Records —
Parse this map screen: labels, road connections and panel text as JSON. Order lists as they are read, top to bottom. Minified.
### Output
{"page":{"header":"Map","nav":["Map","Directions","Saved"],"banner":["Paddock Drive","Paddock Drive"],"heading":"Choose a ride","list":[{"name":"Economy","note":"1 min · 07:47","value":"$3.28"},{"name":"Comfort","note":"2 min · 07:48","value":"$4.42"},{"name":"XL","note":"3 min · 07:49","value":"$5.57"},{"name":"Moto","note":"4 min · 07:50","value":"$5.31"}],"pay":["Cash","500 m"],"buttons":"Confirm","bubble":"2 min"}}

* * *

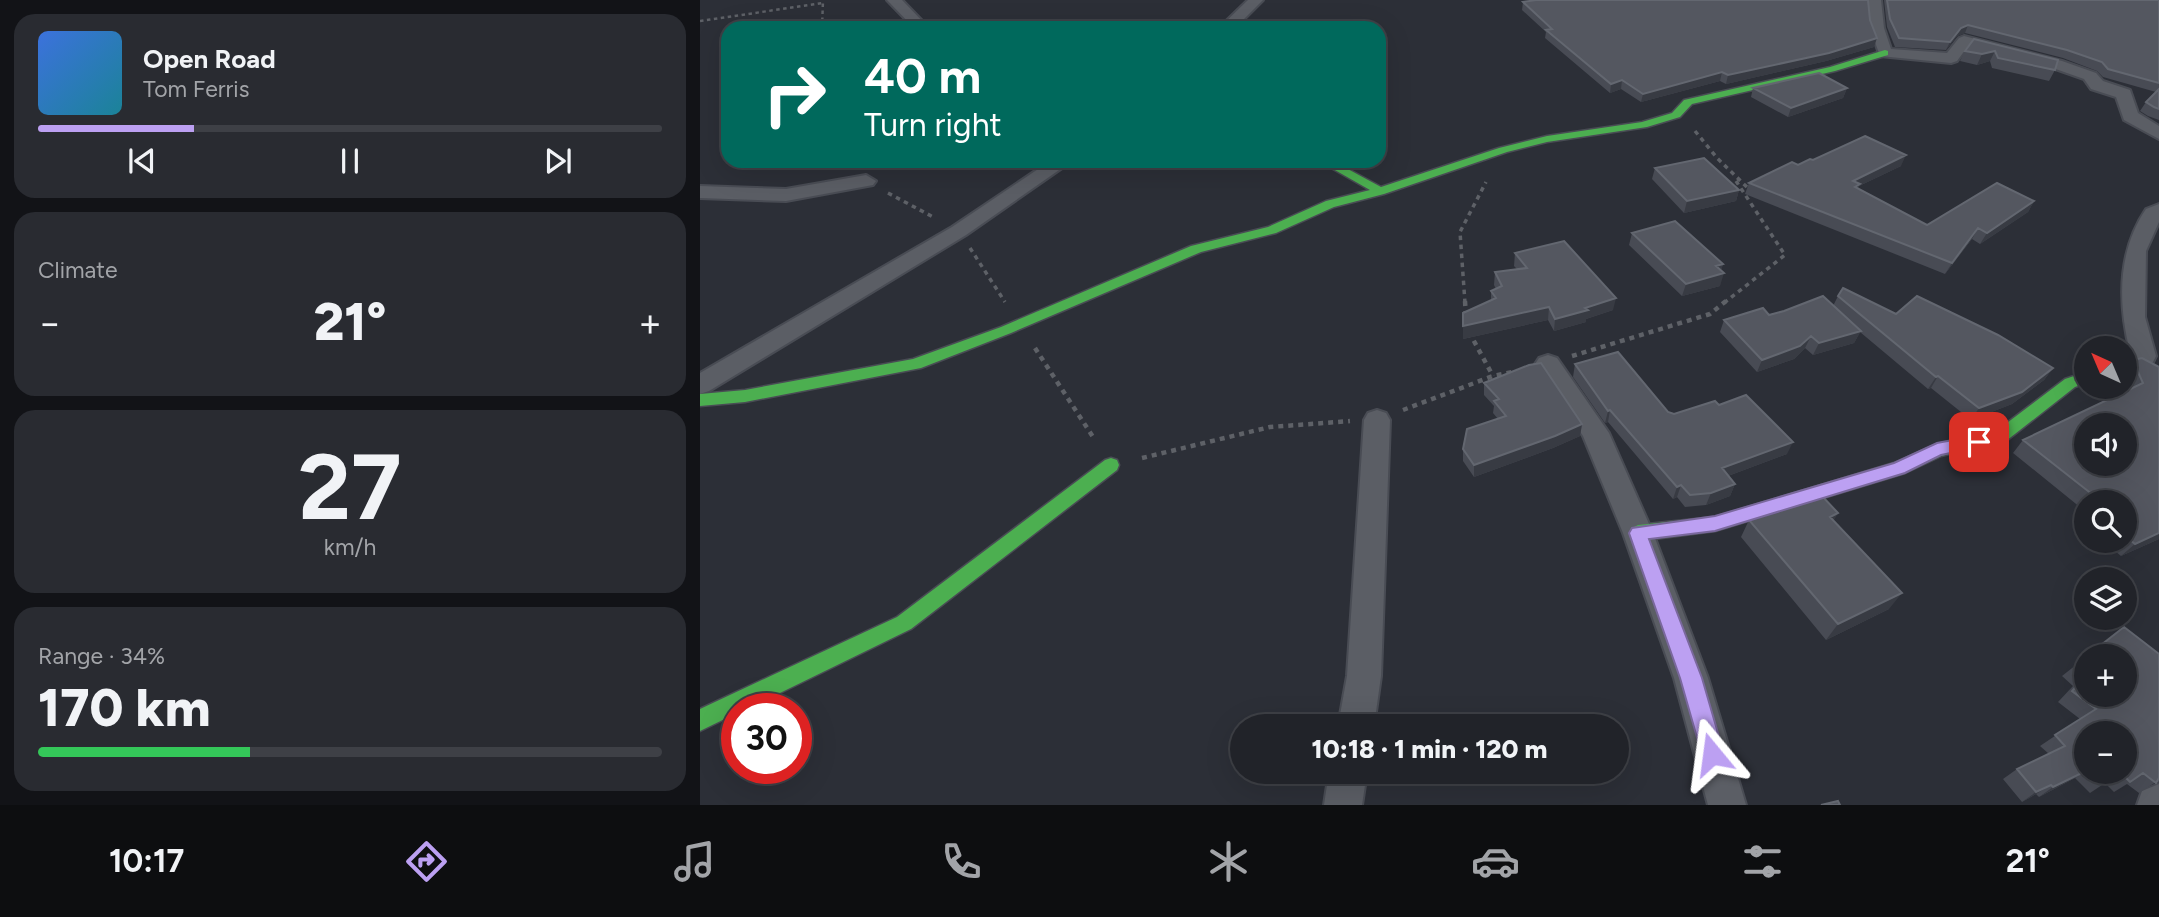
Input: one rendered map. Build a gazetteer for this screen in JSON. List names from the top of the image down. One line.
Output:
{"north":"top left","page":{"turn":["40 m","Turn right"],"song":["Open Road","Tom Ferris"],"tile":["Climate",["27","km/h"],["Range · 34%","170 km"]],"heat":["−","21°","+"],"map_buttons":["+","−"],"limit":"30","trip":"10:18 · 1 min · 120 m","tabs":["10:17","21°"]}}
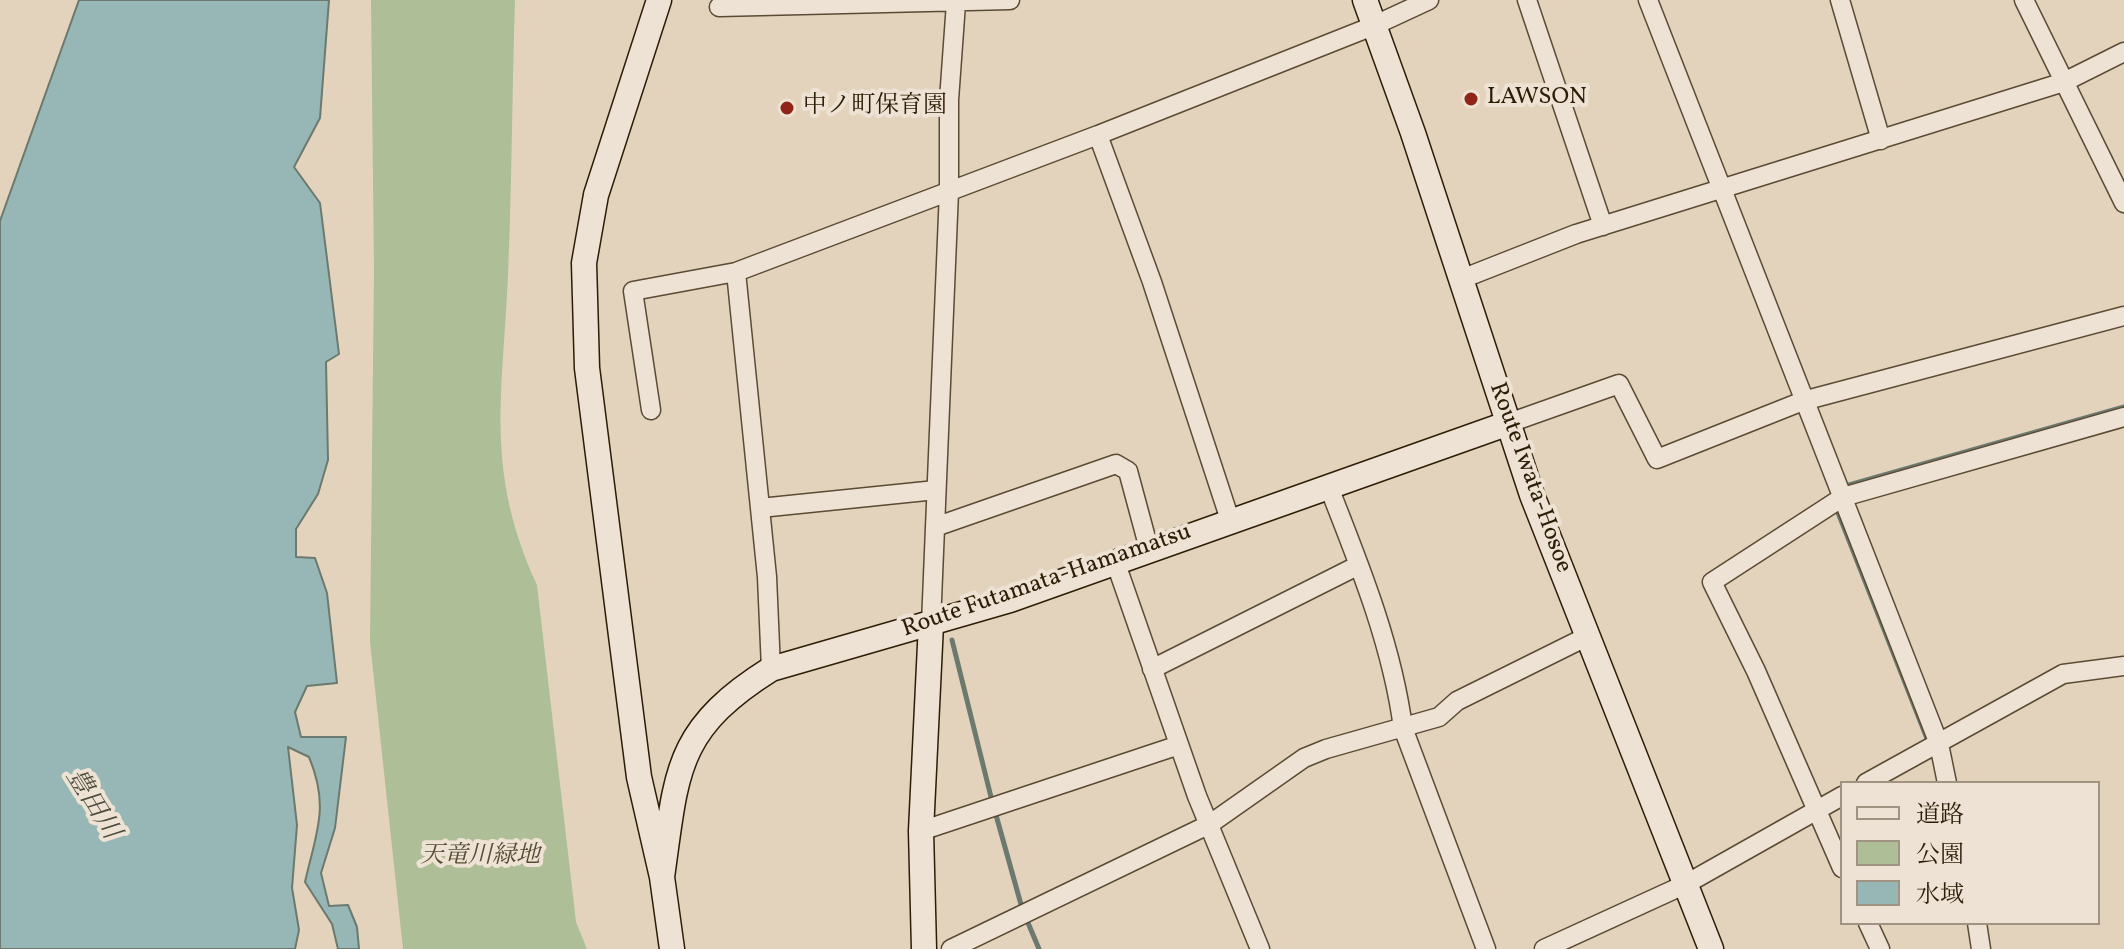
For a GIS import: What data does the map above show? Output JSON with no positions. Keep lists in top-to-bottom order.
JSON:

Work order — Across the whole listing above, find every line with the string "this" and copy it.

Problem solution —
Parse this map screen: labels, road connections and panel text as JSON. Order lists as they are read, top to bottom. Minified.
Input: one rendered map. Build a gazetteer for this screen in JSON. List names from the top of the image down. One line.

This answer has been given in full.